Don't those return calls need to use std::move()?

@wjl: Good question, but I don't think so. std::move works without using std::move. I think the cast to && does the trick here.

@Clinton there's no cast in your code, you have to return std::move(x2); etc. Or you could write a cast to rvalue reference type, but that's just what move does anyway.

@Clinton, I've added in the moves. Matt is correct. I've tested it

This code is a bad idea (not sure how I overlooked that in my previous comment) because it may return a dangling reference. For example, say you do vector<N>&& x = vec1 + {1,2,3};. The second argument will bind to the parameter vector<N>&& x2, however this temporary only lasts for the full-expression it was created in, leaving x dangling.

The code is only correct if the return value is either unused, or assigned to an object -- but then you may as well have returned by value and taken the arguments by value and let copy elision do its thing.

for vector<N>&& x2, don't you want x1 += std::move(x2);?

An excellent example. The pattern is, you want client code to move something -- allowing him to "steal". Yes, of course.

Last time I checked, it was undefined to access after moving from.

In general a moved from object, when used in the std::lib, must meet all of the requirements specified for whatever part of the std::lib it is using. std-defined types must additionally guarantee that their moved from state is valid. Clients can call any function with that object as long as there are no pre-conditions on its value for said function-call.

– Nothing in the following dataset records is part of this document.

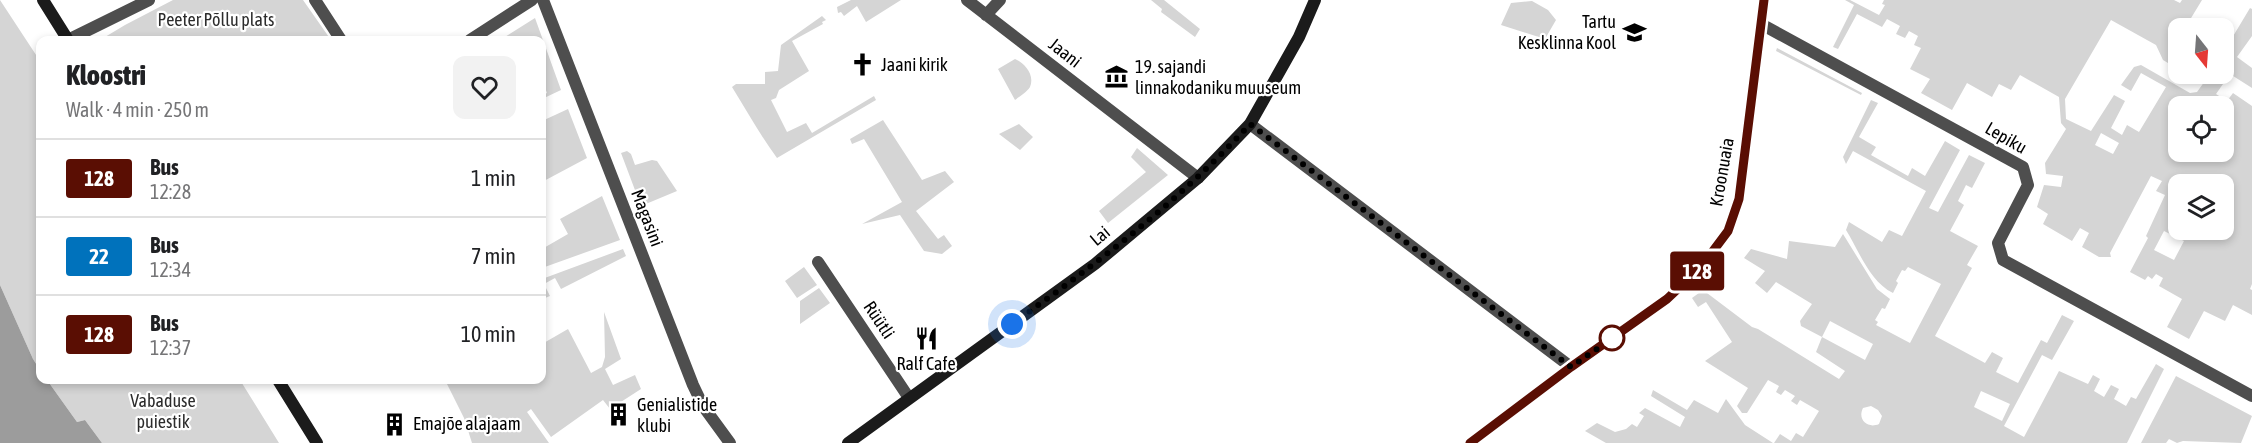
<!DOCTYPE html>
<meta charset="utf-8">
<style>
:root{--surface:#fff;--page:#f2f2f2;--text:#202124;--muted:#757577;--line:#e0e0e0}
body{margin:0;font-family:"Asap Condensed",sans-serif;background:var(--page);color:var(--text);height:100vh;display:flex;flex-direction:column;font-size:22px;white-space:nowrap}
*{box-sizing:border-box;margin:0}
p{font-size:20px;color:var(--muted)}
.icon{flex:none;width:33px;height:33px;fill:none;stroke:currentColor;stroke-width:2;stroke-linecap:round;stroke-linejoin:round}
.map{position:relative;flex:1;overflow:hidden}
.details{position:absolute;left:36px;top:36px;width:510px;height:348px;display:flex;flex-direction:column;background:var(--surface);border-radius:12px;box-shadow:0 3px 9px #0003}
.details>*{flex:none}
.badge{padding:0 12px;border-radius:4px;font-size:21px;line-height:39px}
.needle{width:39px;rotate:163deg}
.tools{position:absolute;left:2168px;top:18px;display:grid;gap:12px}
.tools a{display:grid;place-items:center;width:66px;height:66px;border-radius:12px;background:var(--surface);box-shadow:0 3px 9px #0003;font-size:30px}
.you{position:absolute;width:30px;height:30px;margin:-15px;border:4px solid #fff;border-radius:50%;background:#1a73e8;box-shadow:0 0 0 9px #1a73e833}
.map>.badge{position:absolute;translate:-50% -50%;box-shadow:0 0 0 3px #fff}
.round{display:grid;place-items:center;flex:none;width:63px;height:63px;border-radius:12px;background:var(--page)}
.head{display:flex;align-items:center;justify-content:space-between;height:102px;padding:0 30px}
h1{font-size:28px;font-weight:800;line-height:45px}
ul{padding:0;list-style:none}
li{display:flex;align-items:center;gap:18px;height:78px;padding:0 30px;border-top:2px solid var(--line)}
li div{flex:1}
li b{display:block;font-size:22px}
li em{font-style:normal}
li .badge{min-width:66px;font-weight:700;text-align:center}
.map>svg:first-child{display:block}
.green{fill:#d5d5d5;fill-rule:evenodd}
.water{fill:#9c9c9c}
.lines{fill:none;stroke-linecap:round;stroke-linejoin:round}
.street{stroke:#4e4e4e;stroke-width:12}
.secondary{stroke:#1b1b1b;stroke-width:12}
.line-casing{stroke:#fff;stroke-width:14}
.line{stroke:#5a0e03;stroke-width:9}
.walk{stroke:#000;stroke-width:6;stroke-dasharray:0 10.8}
.stop-dot{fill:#fff;stroke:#5a0e03;stroke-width:3}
.labels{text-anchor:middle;stroke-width:4.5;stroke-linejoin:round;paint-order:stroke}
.park-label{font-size:18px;fill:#2c2c2c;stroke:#fff}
.poi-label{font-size:18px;fill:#000;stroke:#fff;text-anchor:start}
.street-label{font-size:18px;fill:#000;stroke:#fff}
</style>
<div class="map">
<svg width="2252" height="443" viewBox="0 0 2252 443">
<rect width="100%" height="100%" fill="#fff"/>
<!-- green -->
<path class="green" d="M0,0L40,61V370L33,359L0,285Z
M173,0H303L331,40H100L125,25Z
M851,0H901L866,22L857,6L844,16L841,12L838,13L837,7Z
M1151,0H1164L1200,29L1195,37L1161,12L1162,9Z
M1845,0H1850L1879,15L1885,5L1882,4L1884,0H2174L2180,3L2182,0H2202L2185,28H2178V41L2172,52L2178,56V69L2163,60L2156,45L2111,20L2065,99L2066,119L2091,131L2114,95L2125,101L2111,128L2122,135L2127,125L2139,132L2166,87L2141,73L2131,91L2121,85L2134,67L2141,65L2190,93L2197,92L2210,74H2223V53L2250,8L2252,9V36L2237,57L2252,68V88L2230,74L2216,94L2227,101L2233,93L2252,106V284L2250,289L2252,290V315L2233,305L2225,321L2204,311L2189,339L2167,327L2182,299L2159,286L2163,278L2156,274L2152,279L2148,276L2145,280L2130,272L2148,238L2146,236L2165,195L2156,191L2162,181L2151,176L2110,253L2111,257H2099L2082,247L2089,233L2080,228L2072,241L2043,224L2048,214L2037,207L2044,185L2061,187L2063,176L2046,174L2045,163L2066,129L2061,123L2059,97L2020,75L2011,90L1999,84L1992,97L1967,83L1952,110L1921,93L1930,79L1910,69L1921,48L1914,45L1918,36L1909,31L1905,38L1896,34L1900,26L1887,19L1882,27L1857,14L1838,49L1833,47L1854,5ZM2223,106V152H2178V106ZM2101,133L2119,143L2113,154L2095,145ZM2223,184V230H2178V184ZM2164,231L2184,241L2174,260L2154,250Z
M1532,1L1548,10L1556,20L1545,39L1501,25L1511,3Z
M822,16L826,20L822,22L823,24L792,41L809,71L779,90L776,98L771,100L787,132L806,123L812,133L874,96L876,100L777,158C760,135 747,111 732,87L736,84H765V72L778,71L781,45Z
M535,18L561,90L542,99V95L547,93L544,85L542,86V40H500Z
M1777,48L1862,93L1861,95L1776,51Z
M1015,59C1025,63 1035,75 1030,87C1027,92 1020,96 1015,100L998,69Z
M1871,100L1878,103L1859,137L1876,147L1871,155L1908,176L1912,168L1925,176L1945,141L1960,150L1929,208L1938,212L1969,155L1985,163L1972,188L1966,185L1958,201L1964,205L1950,231L1978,246L1967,265L1972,268L1935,336L1985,363L1992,352L2003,358L1996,372L2018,383L2041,340L2047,343L2062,315L2074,321L2052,360L2042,355L2004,426L2024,437L2059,371L2088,384L2093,375L2100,379L2094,391L2104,397L2111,385L2119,389L2114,399L2126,406L2131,397L2136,399L2156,364L2164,369L2127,443H1774L1780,434L1791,441L1796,433L1803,437L1819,411L1800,400L1797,405L1791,401L1795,396L1785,390L1781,395L1776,392L1779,386L1768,380L1747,413H1742L1737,406L1748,388L1705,361L1732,342L1706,302L1698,307L1692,298L1703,290L1752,327L1758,329L1839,379L1845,371L1816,352L1822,337L1801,326L1800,321L1812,304L1776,282L1767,293L1755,283L1765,271L1744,258L1751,249L1787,259L1789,241L1835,247L1843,234L1877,289L1890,299L1885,309L1882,308L1875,320L1878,322L1876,325L1910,343L1941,284L1908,267L1905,271L1902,270L1896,281L1898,283L1893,293C1870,282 1859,251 1846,230L1849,222L1882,242L1889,230L1902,236L1926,191L1853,151L1846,164L1843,157ZM1830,321L1873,344L1865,360L1822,337ZM1981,391L2010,404L2002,421L1974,407ZM1871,406L1878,410L1882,416L1879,424C1868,429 1857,420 1863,408Z
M568,109L587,158L542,182V121Z
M883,120L922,180L945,171L954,182L916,211L938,239L944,235L952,246L942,254L924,251L900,215L862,224L902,202L864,139L852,144L850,139Z
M1019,124L1033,137L1020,150L999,134Z
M1137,148L1168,175L1108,223L1099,211L1146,172L1131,157Z
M627,151L631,154L635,165L652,160L657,161L677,191L641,206L621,153Z
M602,196L620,240L542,268V249L568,234L560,219Z
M623,249L626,256L561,289L555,278L544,284L550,296L545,298L542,291V279Z
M804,267L817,285L797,298L785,281Z
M819,288L830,303L800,324V301Z
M604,312L621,359L605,369L613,385L635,375L641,389L610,409L603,400L551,437L531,409L527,412L549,443H472L464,418L445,380H542V344L568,329L591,373L602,367L605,357Z
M2176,376L2252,416L2241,443L2183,441L2177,443L2169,439L2166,443H2141Z
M47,380H240L279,443H102L85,420L77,422Z
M1653,390L1687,410L1694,400L1718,413L1726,399L1745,425L1773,443H1606L1585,431L1597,423L1615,432L1626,429L1632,424L1637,427L1644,416L1639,413L1645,408L1680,427L1685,417L1651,396Z"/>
<!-- water -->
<path class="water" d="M0,285L33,359L40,370V380H47L77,422L85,420L102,443H0Z"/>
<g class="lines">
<!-- street -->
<path class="street" d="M315,0L341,40
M543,0L693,385L703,406L730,443
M967,0L1198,178
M986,15L1000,0
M1761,24L2023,167L2028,185L1998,243L2003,260L2252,396
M68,40L149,0
M470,40L532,0
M1250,124L1571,367
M818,262L909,398"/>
<!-- secondary -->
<path class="secondary" d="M43,0L68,40
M278,380L317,443
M848,443L1095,264L1198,178L1250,124L1299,37L1315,0
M1470,443L1571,367L1667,299L1701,267L1728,231L1739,199L1764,0"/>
</g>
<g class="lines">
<defs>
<path id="line" d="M1470,443L1571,367L1667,299L1701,267L1728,231L1739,199L1764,0"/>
</defs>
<!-- line casing -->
<use href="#line" class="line-casing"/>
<!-- line -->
<use href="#line" class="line"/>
<!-- walk -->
<path class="walk" d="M1012,324C1096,264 1180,201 1250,124L1571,367L1614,337L1612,338"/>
</g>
<!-- icons -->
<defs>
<symbol id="school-bare" viewBox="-9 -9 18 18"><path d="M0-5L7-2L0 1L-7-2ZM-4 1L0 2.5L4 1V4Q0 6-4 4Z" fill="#000" stroke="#fff" stroke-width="2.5" paint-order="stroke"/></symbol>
<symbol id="church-bare" viewBox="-9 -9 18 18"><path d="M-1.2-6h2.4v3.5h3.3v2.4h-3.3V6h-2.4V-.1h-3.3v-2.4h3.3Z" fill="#000" stroke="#fff" stroke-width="2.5" paint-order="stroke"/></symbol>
<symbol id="museum-bare" viewBox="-9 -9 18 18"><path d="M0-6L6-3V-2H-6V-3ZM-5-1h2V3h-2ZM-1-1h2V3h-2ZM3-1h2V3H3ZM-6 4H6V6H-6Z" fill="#000" stroke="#fff" stroke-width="2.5" paint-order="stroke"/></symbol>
<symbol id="restaurant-bare" viewBox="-9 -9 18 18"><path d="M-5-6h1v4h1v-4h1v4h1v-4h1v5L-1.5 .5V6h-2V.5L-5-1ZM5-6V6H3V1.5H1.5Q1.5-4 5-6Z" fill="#000" stroke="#fff" stroke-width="2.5" paint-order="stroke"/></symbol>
<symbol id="building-bare" viewBox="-9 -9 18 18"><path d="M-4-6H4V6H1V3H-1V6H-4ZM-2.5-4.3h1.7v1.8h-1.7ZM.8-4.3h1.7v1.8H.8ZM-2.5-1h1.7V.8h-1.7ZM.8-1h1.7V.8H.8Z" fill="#000" stroke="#fff" stroke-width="2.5" paint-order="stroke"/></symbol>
</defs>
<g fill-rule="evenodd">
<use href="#school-bare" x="1618" y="16" width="33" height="33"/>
<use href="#church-bare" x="846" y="48" width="33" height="33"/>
<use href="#museum-bare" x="1100" y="60" width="33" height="33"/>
<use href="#restaurant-bare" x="910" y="322" width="33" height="33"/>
<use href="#building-bare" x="602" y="398" width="33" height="33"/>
<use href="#building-bare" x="378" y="408" width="33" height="33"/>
</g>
<!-- markers -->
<circle class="stop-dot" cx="1612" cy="338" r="12"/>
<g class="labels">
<!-- park labels -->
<g class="park-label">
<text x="216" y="26">Peeter Põllu plats</text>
<text x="163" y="407">Vabaduse<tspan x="163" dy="21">puiestik</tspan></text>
</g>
<!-- poi labels -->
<g class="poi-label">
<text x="1616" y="28" text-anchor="end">Tartu<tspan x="1616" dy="21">Kesklinna Kool</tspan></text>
<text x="881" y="71">Jaani kirik</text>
<text x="1135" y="73">19. sajandi<tspan x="1135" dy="21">linnakodaniku muuseum</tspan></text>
<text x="926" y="370" text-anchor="middle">Ralf Cafe</text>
<text x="637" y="411">Genialistide<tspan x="637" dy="21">klubi</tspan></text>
<text x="413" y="430">Emajõe alajaam</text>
</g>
<!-- street labels -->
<g class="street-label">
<text transform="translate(1065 53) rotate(38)" y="6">Jaani</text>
<text transform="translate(2006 138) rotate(30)" y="6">Lepiku</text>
<text transform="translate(1722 172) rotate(-80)" y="6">Kroonuaia</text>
<text transform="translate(647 218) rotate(69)" y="6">Magasini</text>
<text transform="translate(1100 236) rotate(-40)" y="6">Lai</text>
<text transform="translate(879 320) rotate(56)" y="6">Rüütli</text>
</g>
</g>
</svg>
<div class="tools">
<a><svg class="needle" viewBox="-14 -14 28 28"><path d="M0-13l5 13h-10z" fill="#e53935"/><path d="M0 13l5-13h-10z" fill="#757577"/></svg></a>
<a><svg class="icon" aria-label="locate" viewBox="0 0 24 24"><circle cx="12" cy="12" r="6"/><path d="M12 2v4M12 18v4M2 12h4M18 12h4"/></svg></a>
<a><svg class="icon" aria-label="layers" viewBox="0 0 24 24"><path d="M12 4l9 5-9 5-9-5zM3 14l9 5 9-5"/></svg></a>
</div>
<div class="you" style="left:1012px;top:324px"></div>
<b class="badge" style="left:1697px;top:271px;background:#5a0e03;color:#fff">128</b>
<section class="details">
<div class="head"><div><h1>Kloostri</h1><p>Walk · 4 min · 250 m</p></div><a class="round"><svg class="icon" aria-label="heart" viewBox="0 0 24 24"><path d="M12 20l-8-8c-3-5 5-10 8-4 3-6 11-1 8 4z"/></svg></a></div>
<ul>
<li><span class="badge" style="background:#5a0e03;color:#fff">128</span><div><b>Bus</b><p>12:28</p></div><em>1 min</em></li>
<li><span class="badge" style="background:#0072bc;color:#fff">22</span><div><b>Bus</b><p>12:34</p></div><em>7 min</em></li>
<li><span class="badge" style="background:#5a0e03;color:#fff">128</span><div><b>Bus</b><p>12:37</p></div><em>10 min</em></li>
</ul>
</section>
</div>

Finally, in the example above, there are no moved-from objects. std::move doesn't move. It only casts to rvalue. It is up to the client to move (or not) from that rvalue. That client will only access a moved-from value if he dereferences the move_iterator twice, without intervening iterator traversal.

Wouldn't it be safer to use value_type instead of value_type&& as the return type?

Yes, I think so. However in this case I think the added benefit outweighs the risk. move_iterator is often used in generic code to turn a copying algorithm into a moving one (e.g. a move-version of vector::insert). If you then supply a type with an expensive copy & move to the generic code, you've got an extra copy gratuitously added. I'm thinking array<int, N> for example. When move-inserting a bunch of these into vector, you don't want to accidentally introduce an extra copy. On the risk side, const X& x = *i is pretty rare. I don't think I've ever seen it.

On second thought, no, it wouldn't be safer. Rationale: The danger in returning a reference is that if the reference refers to a temporary, then the temporary can destruct before the reference does, thus leading to a dangling reference. In this example the reference will (almost always) refer to an lvalue. Very few iterators return prvalues, and those that do should probably not be adapted by move_iterator. So in the normal use case, even if the client holds the reference beyond the sequence point, the referred-to object still exists after the sequence point.

Well, it's still a wee bit safer to return a value, you have to admit. However, that makes the move eager as opposed to optional (depending on what the client of operator* does with it)

Returning by value or rvalue reference aren't comparable in risk, because they do completely different things. Returning by RR is exactly the same as adding std::move around the function call, that's all. And since it only makes sense to move an lvalue, use-cases of prvalues are just another story.

Is this valid if *i_ is const? Just asking.

@ThomasMcLeod: If value_type is also const, it is valid, but there will be no moving, just a copy. If value_type is not const, then you'll get a compile-time error complaining about assigning a const value to a non-const reference.

Wouldn't this best be used with an r-value ref qualifier?

@EmileCormier: No. The purpose of move_iterator is to turn generic "copy" algorithms into "move" algorithms. See open-std.org/jtc1/sc22/wg21/docs/papers/2005/n1771.html and search for "replace_copy". replace_copy + move_iterator allows you to build replace_move for yourself. But the replace_copy algorithm need do nothing special. It is ignorant of the fact that it is dealing with move_iterator. It dereferences this iterator just as it would any other.

@HowardHinnant, sorry I had tunnel vision when I posted that comment. I was only looking at the operator* line and didn't pay attention to the move_iterator class around it.

I think during the early design of the C++0x there was a time when it was suggested that things like the move-assign and T&& operator+(const T&,T&&) should return a &&. But that is gone now, in the final draft. That's why I ask.